Open mikapfl opened 2 years ago

mikapfl commented 2 years ago

If given something like this:

parameter
  cm_FlexTaxFeedback          "switch deciding whether flexibility tax feedback on buildlings and industry electricity prices is on"
*** cm_FlexTaxFeedback, switches on feedback of flexibility tax on buildings/industry.
*** That is, electricity price decrease for electrolysis has to be matched by electrictiy price increase in buildings/taxes. 
*** This switch only has an effect if the flexibility tax is on by cm_flex_tax set to 1.
;
  cm_FlexTaxFeedback = 0; !! def 0

and tasked with changing cm_FlexTaxFeedback to 1, manipulateConfig will detect the / in the comment inside the parameter definition and will change everything between the slashes so the file ends up as:

parameter
  cm_FlexTaxFeedback          "switch deciding whether flexibility tax feedback on buildlings and industry electricity prices is on"
*** cm_FlexTaxFeedback, switches on feedback of flexibility tax on buildings/ 1 /taxes. 
*** This switch only has an effect if the flexibility tax is on by cm_flex_tax set to 1.
;
  cm_FlexTaxFeedback = 1; !! def 0

i.e. swallowing a good part of the comments.

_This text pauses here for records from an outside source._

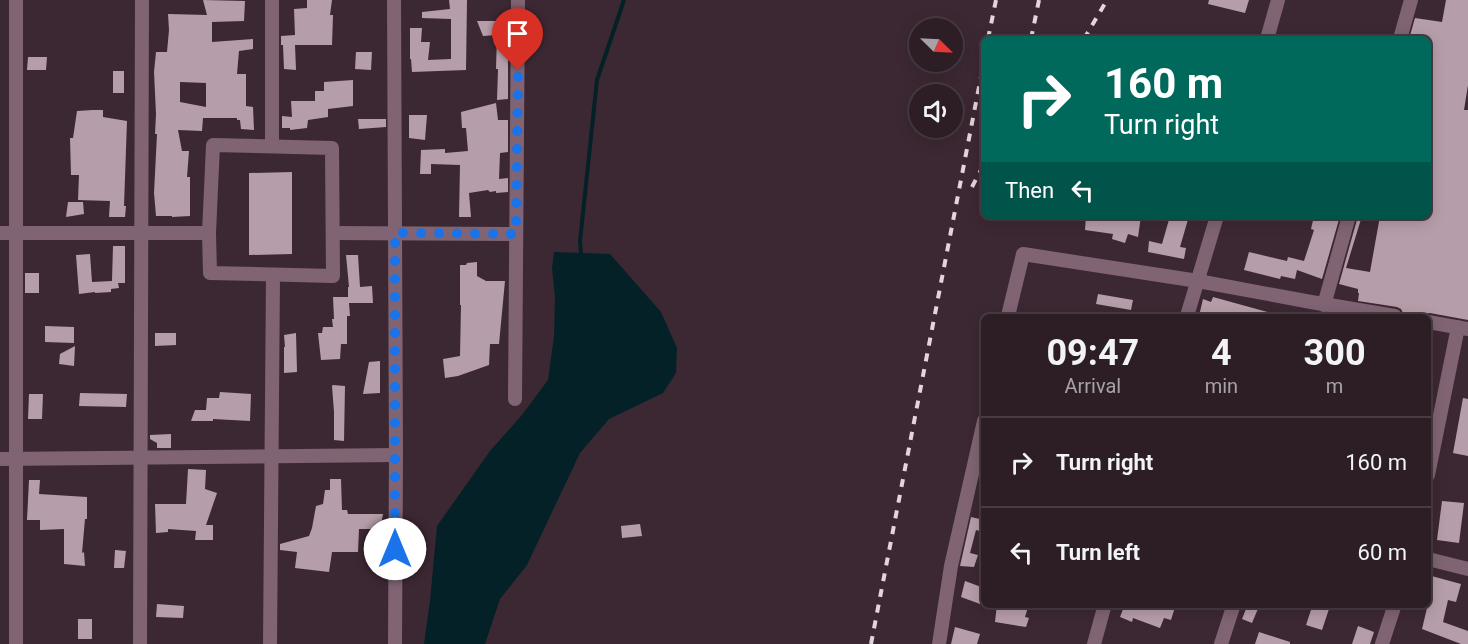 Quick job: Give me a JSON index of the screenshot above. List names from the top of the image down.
{
  "north": "bottom right",
  "page": {
    "turn": ["160 m", "Turn right"],
    "then": "Then",
    "eta": [
      "09:47",
      "Arrival",
      "4",
      "min",
      "300",
      "m"
    ],
    "list": [
      {
        "name": "Turn right",
        "value": "160 m"
      },
      {
        "name": "Turn left",
        "value": "60 m"
      }
    ]
  }
} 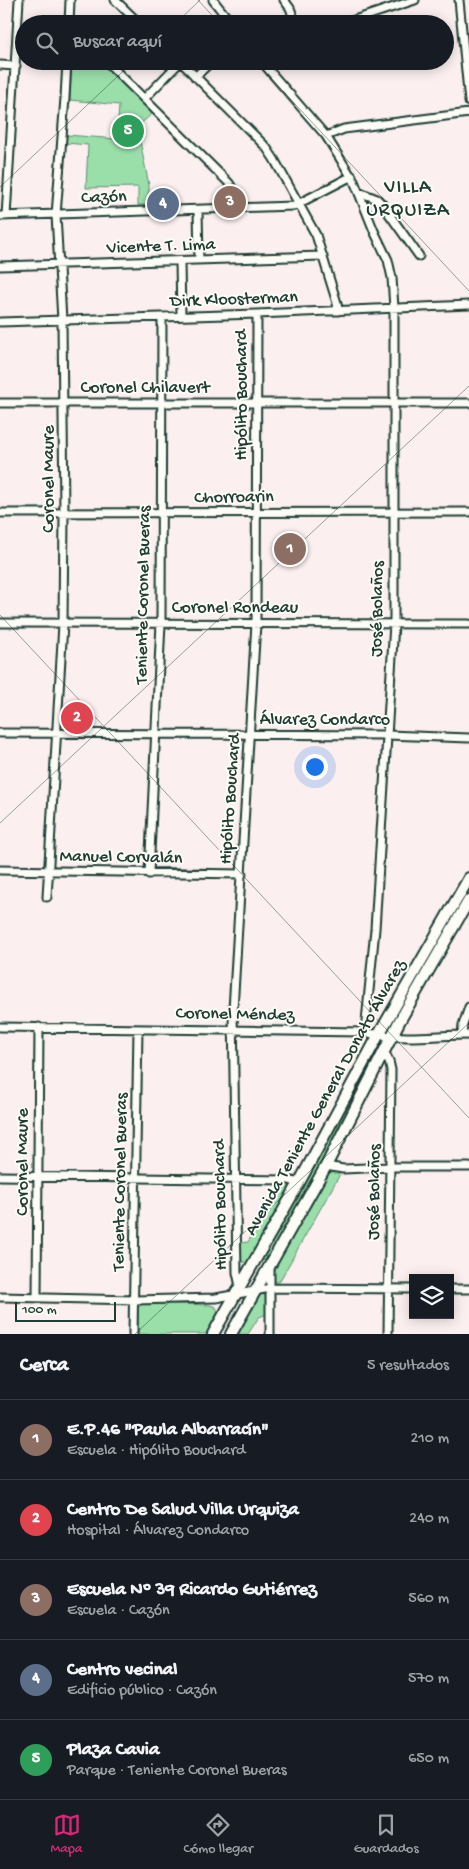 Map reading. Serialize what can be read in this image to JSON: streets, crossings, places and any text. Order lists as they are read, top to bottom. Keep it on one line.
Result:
{"streets":{"main road":["Avenida Teniente General Donato Álvarez"],"street":["Cazón","Vicente T. Lima","Dirk Kloosterman","Coronel Chilavert","Hipólito Bouchard","Coronel Maure","Chorroarin","Teniente Coronel Bueras","Coronel Rondeau","José Bolaños","Álvarez Condarco","Manuel Corvalán","Coronel Méndez"]},"crossings":[["Cazón","Coronel Maure"],["Cazón","José Bolaños"],["Vicente T. Lima","Coronel Maure"],["Dirk Kloosterman","Hipólito Bouchard"],["Dirk Kloosterman","Coronel Maure"],["Dirk Kloosterman","Teniente Coronel Bueras"],["Dirk Kloosterman","José Bolaños"],["Coronel Chilavert","Hipólito Bouchard"],["Coronel Chilavert","Coronel Maure"],["Coronel Chilavert","Teniente Coronel Bueras"],["Coronel Chilavert","José Bolaños"],["Hipólito Bouchard","Chorroarin"],["Hipólito Bouchard","Coronel Rondeau"],["Hipólito Bouchard","Álvarez Condarco"],["Hipólito Bouchard","Manuel Corvalán"],["Hipólito Bouchard","Coronel Méndez"],["Hipólito Bouchard","Avenida Teniente General Donato Álvarez"],["Coronel Maure","Chorroarin"],["Coronel Maure","Coronel Rondeau"],["Coronel Maure","Álvarez Condarco"],["Coronel Maure","Manuel Corvalán"],["Coronel Maure","Coronel Méndez"],["Chorroarin","Teniente Coronel Bueras"],["Chorroarin","José Bolaños"],["Teniente Coronel Bueras","Coronel Rondeau"],["Teniente Coronel Bueras","Álvarez Condarco"],["Teniente Coronel Bueras","Manuel Corvalán"],["Teniente Coronel Bueras","Coronel Méndez"],["Coronel Rondeau","José Bolaños"],["José Bolaños","Álvarez Condarco"],["José Bolaños","Coronel Méndez"],["José Bolaños","Avenida Teniente General Donato Álvarez"],["Coronel Méndez","Avenida Teniente General Donato Álvarez"]],"districts":["VILLA URQUIZA"],"scale_bar":"100 m","page":{"search":"Buscar aquí","pins":["5","3","4","1","2"],"scale":"100 m","heading":["Cerca","5 resultados"],"list":[{"mark":"1","name":"E.P.46 \"Paula Albarracín\"","note":"Escuela · Hipólito Bouchard","value":"210 m"},{"mark":"2","name":"Centro De Salud Villa Urquiza","note":"Hospital · Álvarez Condarco","value":"240 m"},{"mark":"3","name":"Escuela Nº 39 Ricardo Gutiérrez","note":"Escuela · Cazón","value":"560 m"},{"mark":"4","name":"Centro vecinal","note":"Edificio público · Cazón","value":"570 m"},{"mark":"5","name":"Plaza Cavia","note":"Parque · Teniente Coronel Bueras","value":"650 m"}],"nav":["Mapa","Cómo llegar","Guardados"]}} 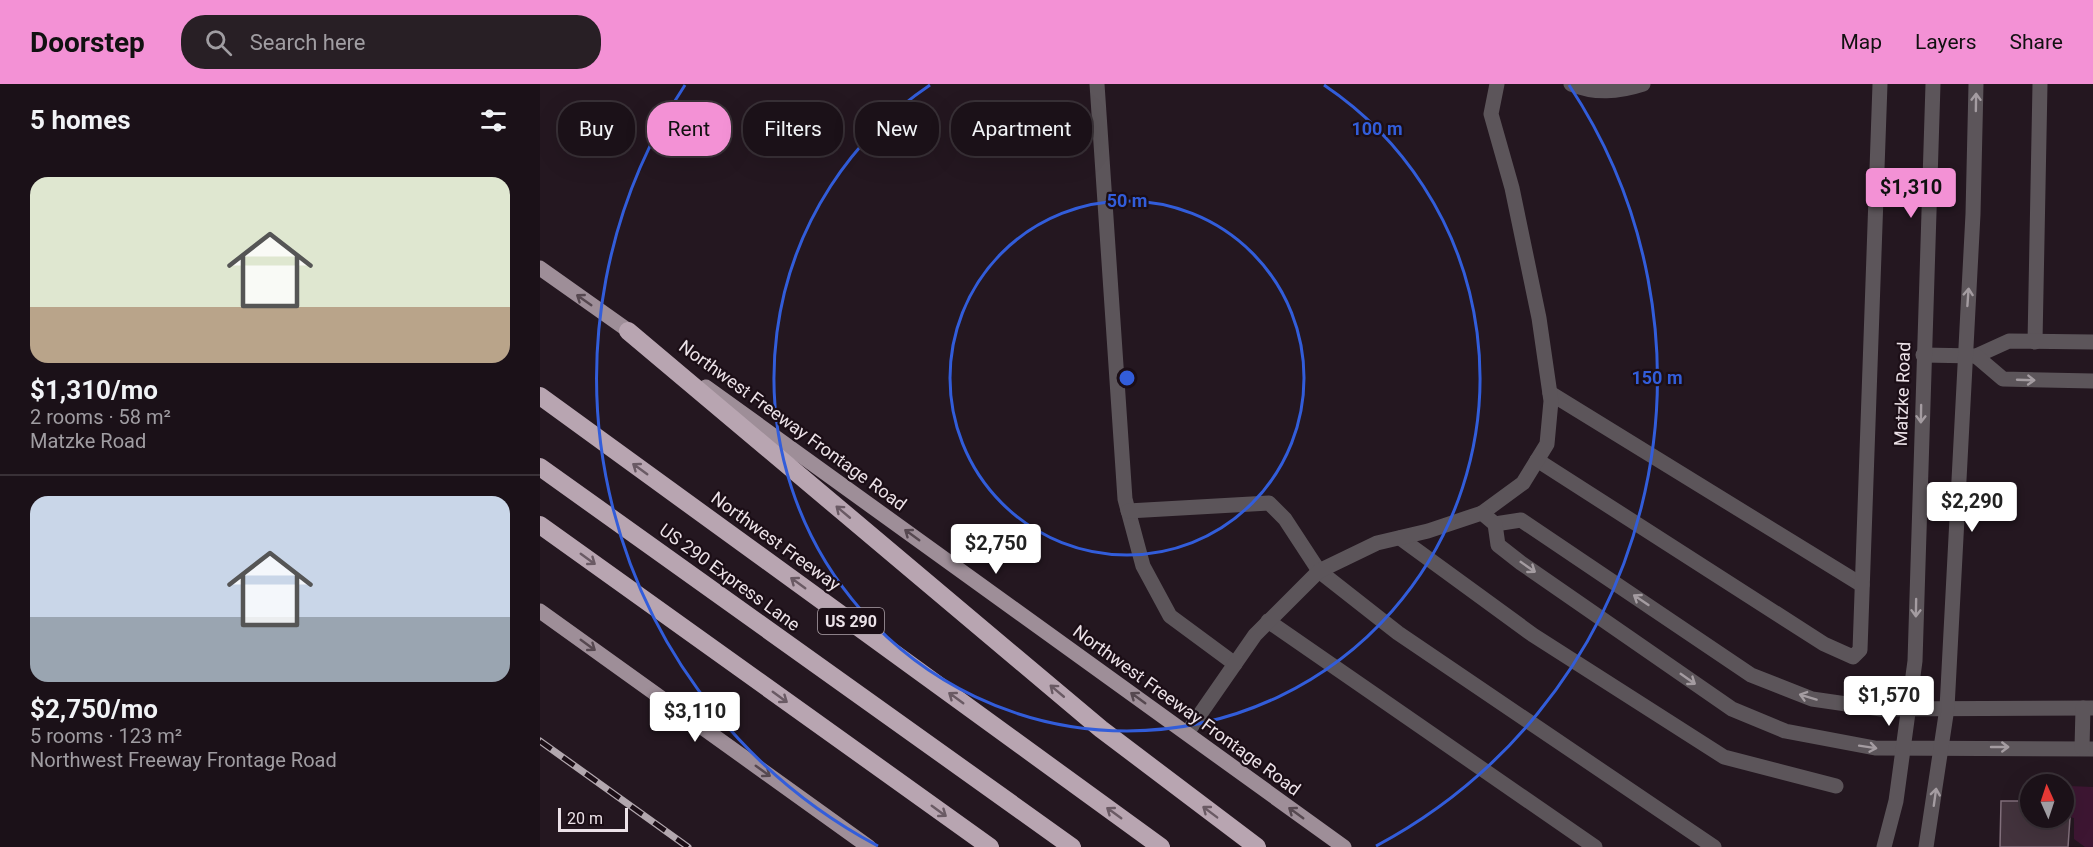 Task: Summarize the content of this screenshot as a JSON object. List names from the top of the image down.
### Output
{
  "streets": {
    "highway": ["Northwest Freeway", "US 290 Express Lane", "US 290"],
    "main road": ["Northwest Freeway Frontage Road"],
    "street": ["Matzke Road"]
  },
  "one_way": ["Northwest Freeway Frontage Road"],
  "scale_bar": "20 m",
  "north": "top",
  "page": {
    "header": "Doorstep",
    "search": "Search here",
    "nav": ["Map", "Layers", "Share"],
    "heading": "5 homes",
    "chip": [
      "Buy",
      "Rent",
      "Filters",
      "New",
      "Apartment"
    ],
    "list": [
      {
        "name": "$1,310/mo",
        "note": "2 rooms · 58 m² · Matzke Road"
      },
      {
        "name": "$2,750/mo",
        "note": "5 rooms · 123 m² · Northwest Freeway Frontage Road"
      }
    ],
    "price": [
      "$1,310",
      "$2,290",
      "$2,750",
      "$1,570",
      "$3,110"
    ],
    "scale": "20 m"
  },
  "rings": ["100 m", "50 m", "150 m"]
} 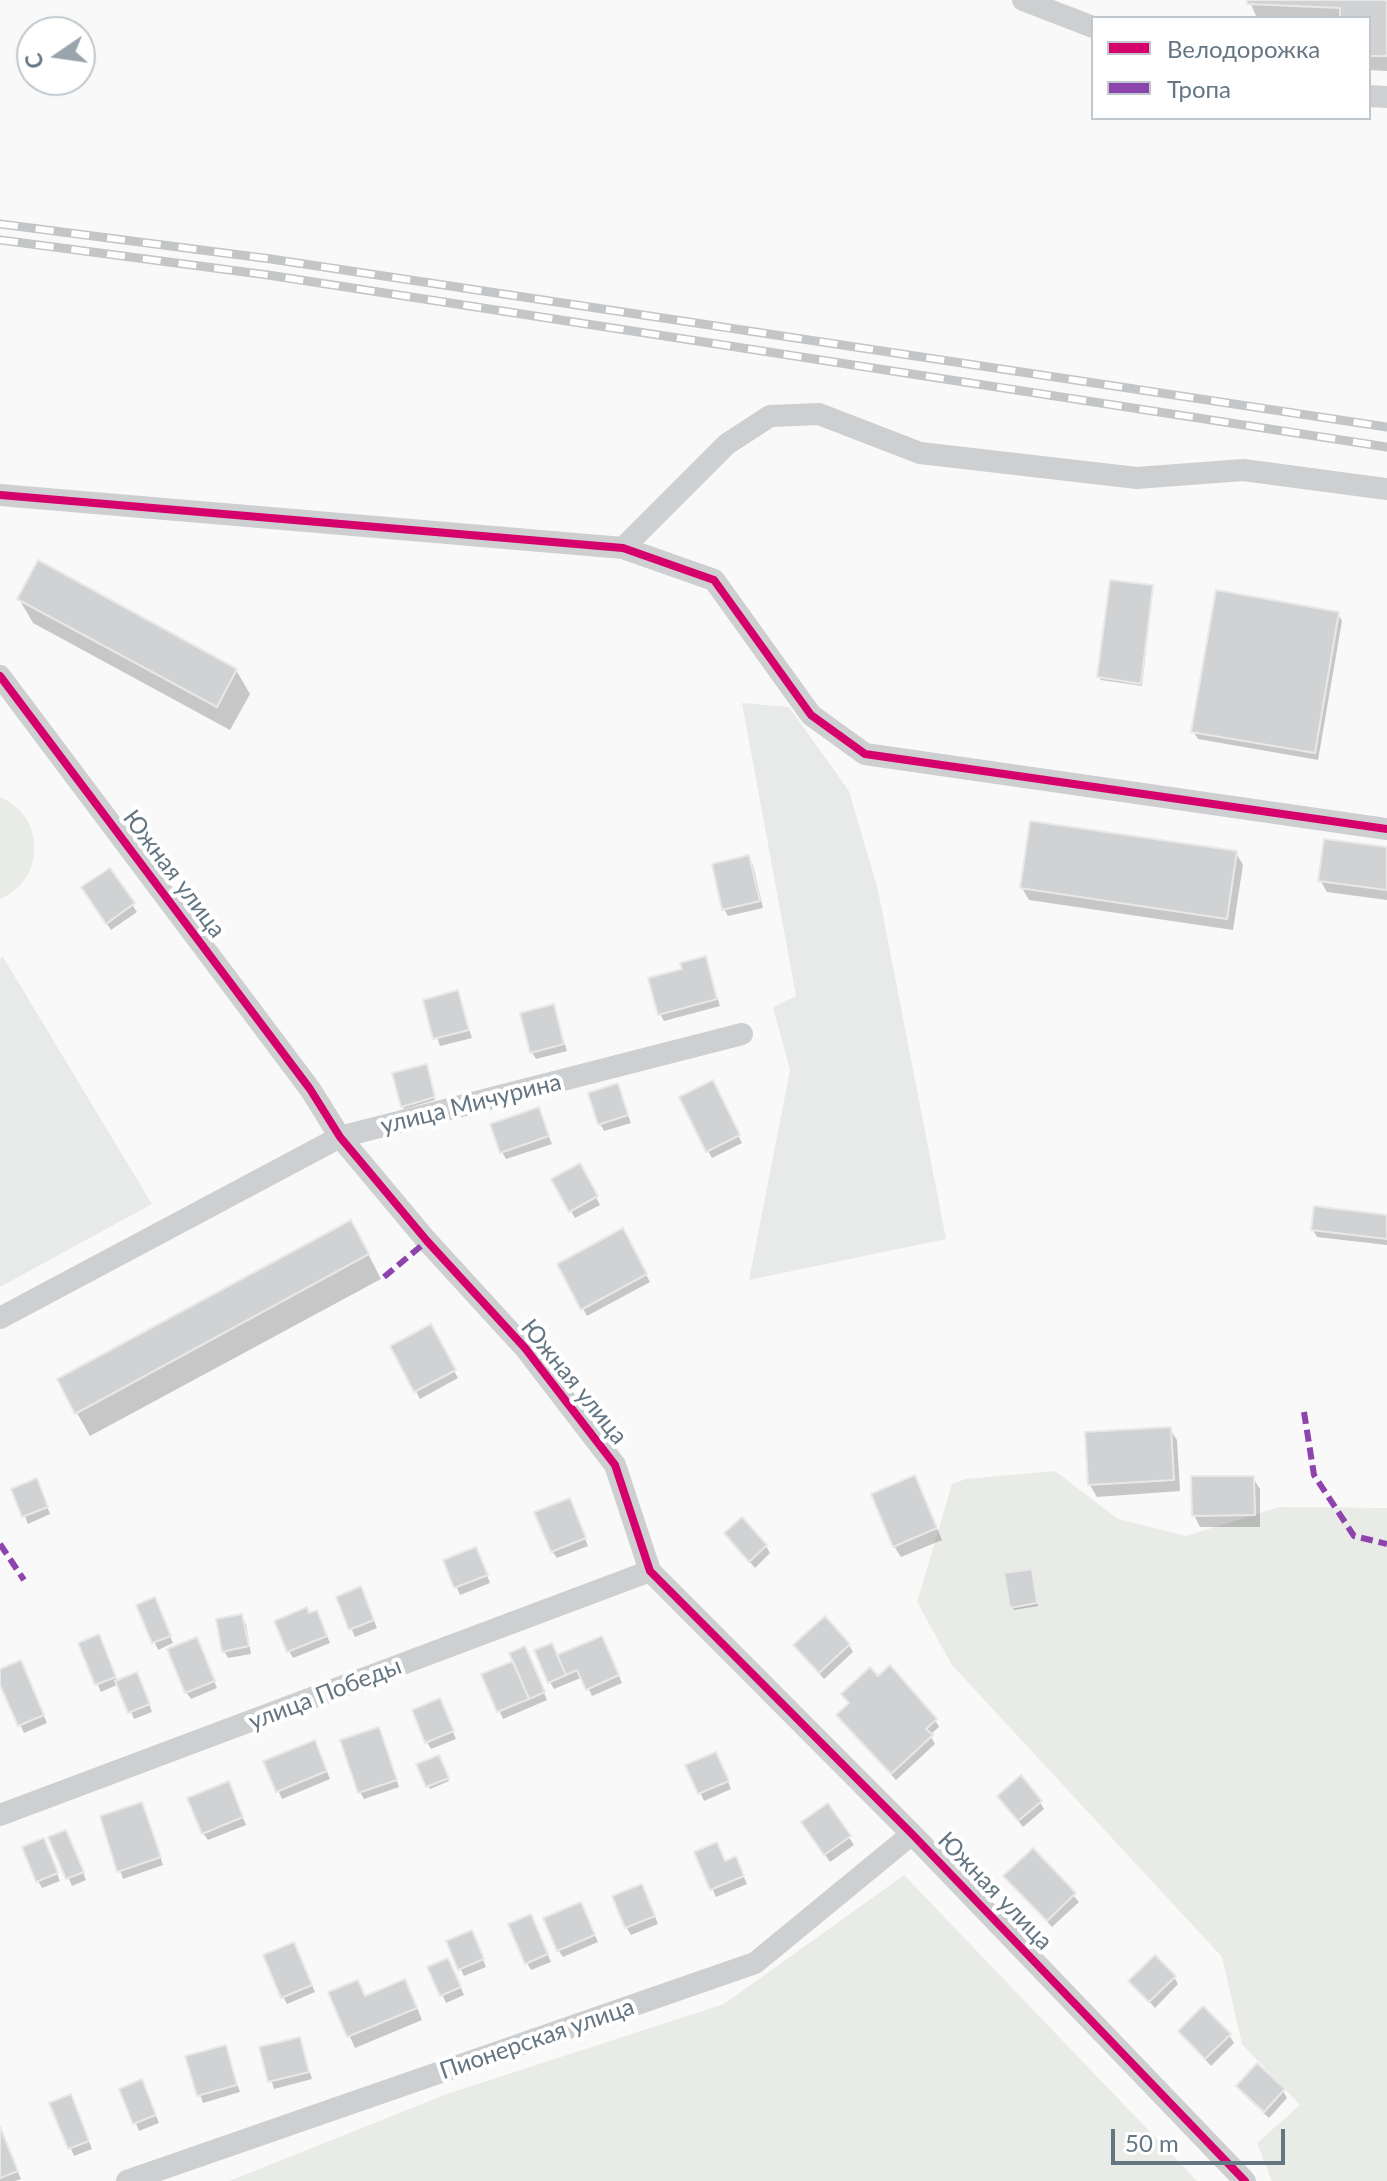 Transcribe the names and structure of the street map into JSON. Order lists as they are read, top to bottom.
{
  "streets": {
    "street": [
      "Южная улица",
      "улица Мичурина",
      "улица Победы",
      "Пионерская улица"
    ]
  },
  "crossings": [
    ["Южная улица", "улица Мичурина"],
    ["Южная улица", "улица Победы"],
    ["Южная улица", "Пионерская улица"]
  ],
  "legend": ["Велодорожка", "Тропа"],
  "scale_bar": "50 m",
  "north": "left"
}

Within the current framework of manipulateConfig this is very hard to solve. manipulateConfig uses regular expressions, which are best for context-free grammars, but to properly detect what is happening, we have to detect two contexts - first, the definition context, which in the example goes from parameter to the first ;, but can also span multiple definitions, and then, second, the comment context within the definition context, which spans from *** to the next end of line. While I think it should be theoretically possible to solve this in perl-compatible regular expressions (they are turing-complete, after all), practically, the regular expressions are completely unreadable already, and adding another context detection to them is practically impossible. For the record, this is the regex which detects parameter definitions currently, which does not handle comments properly:

paste0("((\\n|^)[\\t ]*(scalar|parameter|set|)s?[\\t ]*", key, "(|\\([^\\)]*\\))(/|[\\t ]+(\"[^\"]*\"|)[^\"/;]*/))[^/]*")
mikapfl commented 2 years ago

I'm not quite sure, where to go from here. I see the following solutions:

  1. Carry on, forbid / in comments in GAMS. We should probably add some checks to codeCheck or so to enforce this. This can be a template for similar, future problems. If stuff like this crops up because GAMS features are used that our regex-based approach is not equipped to handle, we forbid them and enforce that via codeCheck (since codeCheck is also based on regex, this might sometimes be a bit difficult, but in general, it is easier to detect stuff that you don't want to allow than properly parsing it).
  2. Carry on, add an ad-hoc parser for GAMS definitions in R to manipulateConfig. R is a turing-complete language, it is not difficult to track if you are in one or multiple context when parsing a GAMS file line-by-line in R. This can also be a template for similar, future problems. If something gets too difficult in regex, we instead convert to line-by-line parsing in R, which is much more expressive.
  3. Abandon writing/modifying GAMS from R. Meta-Programming like this, where you write program code (R) to write program code (GAMS) is usually difficult to debug. Instead, use one of the supported methods to get data into GAMS from R, like GAMSTRANSFER or GAMS connect with CSV files or via GDX, or write a GAMS connect agent in python which reads in a YAML file.
  4. Something else?

Sorry to make a big thing out of this again, but given the amount of work we have lately (not only connected to rewriting the start scripts) which revolves around parsing GAMS code with regex, I can't help but think we are busy fixing an ultimately unnecessary approach given the other, saner, options. Sure, GAMSTRANSFER doesn't support $setglobal, but if we can reduce the problem that needs to be solved with regexes to the relatively simple $setglobal instead of parsing set and parameter definitions, I would already be quite happy.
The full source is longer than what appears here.